--- Saved data entries ---
================
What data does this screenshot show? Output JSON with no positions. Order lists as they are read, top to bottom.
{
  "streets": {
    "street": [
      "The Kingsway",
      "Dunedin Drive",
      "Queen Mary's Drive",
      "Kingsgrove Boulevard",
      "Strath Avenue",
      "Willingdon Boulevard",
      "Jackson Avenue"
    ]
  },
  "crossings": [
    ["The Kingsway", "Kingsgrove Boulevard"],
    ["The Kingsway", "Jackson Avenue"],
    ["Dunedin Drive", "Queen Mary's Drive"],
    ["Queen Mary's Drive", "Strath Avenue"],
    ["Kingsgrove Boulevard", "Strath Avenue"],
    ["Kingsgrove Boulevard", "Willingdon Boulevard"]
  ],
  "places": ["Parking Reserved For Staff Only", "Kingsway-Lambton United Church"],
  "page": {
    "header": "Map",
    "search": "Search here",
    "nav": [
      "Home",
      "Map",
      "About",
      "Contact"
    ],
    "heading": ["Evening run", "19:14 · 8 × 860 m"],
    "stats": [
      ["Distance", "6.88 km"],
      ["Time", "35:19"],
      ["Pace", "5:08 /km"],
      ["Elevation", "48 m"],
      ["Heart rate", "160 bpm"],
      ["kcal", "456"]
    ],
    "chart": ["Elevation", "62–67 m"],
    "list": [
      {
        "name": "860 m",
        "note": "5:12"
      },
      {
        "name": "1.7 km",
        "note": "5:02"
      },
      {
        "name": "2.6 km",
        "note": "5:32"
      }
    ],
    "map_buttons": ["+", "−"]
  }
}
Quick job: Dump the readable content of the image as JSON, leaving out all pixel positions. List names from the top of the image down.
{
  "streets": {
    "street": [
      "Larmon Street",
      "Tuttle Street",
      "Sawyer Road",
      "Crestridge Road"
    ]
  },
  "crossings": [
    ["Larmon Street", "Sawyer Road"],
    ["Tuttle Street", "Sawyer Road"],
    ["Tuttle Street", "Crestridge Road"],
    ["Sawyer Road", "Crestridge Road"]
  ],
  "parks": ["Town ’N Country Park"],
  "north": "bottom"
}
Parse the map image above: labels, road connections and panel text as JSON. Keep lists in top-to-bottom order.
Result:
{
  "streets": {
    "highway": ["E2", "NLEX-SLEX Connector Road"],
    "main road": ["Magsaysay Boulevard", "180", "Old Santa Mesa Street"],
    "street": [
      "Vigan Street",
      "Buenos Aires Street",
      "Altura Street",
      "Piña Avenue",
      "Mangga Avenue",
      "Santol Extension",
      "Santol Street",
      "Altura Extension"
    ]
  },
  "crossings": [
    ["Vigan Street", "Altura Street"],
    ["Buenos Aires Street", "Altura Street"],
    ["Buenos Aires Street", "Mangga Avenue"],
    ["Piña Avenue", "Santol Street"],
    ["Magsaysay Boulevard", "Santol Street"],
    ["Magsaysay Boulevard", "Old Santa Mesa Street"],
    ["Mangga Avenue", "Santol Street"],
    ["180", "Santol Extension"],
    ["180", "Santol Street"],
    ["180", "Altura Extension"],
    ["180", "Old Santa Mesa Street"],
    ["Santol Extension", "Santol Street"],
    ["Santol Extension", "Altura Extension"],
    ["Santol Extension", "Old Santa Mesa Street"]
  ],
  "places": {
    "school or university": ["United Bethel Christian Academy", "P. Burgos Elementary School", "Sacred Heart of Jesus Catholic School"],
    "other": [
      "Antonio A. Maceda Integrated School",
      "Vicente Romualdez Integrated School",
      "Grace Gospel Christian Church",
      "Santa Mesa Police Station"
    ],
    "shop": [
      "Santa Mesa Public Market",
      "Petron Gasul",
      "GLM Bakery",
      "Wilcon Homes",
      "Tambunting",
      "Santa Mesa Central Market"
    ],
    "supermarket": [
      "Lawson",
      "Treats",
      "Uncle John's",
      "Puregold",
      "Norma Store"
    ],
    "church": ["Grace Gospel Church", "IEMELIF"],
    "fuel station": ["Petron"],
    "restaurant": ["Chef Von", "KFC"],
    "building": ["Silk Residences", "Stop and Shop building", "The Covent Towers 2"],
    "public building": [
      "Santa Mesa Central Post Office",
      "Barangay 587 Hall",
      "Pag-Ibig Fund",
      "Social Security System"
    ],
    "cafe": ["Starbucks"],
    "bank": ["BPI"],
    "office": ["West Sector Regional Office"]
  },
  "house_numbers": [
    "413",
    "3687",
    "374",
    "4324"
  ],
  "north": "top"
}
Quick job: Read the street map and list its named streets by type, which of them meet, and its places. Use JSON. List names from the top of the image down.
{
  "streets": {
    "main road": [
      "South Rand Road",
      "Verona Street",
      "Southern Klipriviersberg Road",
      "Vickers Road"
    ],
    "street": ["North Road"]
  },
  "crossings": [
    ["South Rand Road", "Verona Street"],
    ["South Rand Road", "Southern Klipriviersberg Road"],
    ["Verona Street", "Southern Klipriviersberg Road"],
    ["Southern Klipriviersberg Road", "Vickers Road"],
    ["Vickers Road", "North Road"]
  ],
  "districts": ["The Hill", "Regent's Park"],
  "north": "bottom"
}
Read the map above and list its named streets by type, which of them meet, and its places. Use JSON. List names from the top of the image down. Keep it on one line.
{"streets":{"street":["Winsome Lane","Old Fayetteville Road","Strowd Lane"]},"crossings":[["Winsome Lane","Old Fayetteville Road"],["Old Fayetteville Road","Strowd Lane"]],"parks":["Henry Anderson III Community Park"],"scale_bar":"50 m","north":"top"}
================
--- TO DO ---
Where a line in the records above holds the string "Christian", it counts toward the total; give that total alone.

--- ANSWER TO THIS PROBLEM ---
2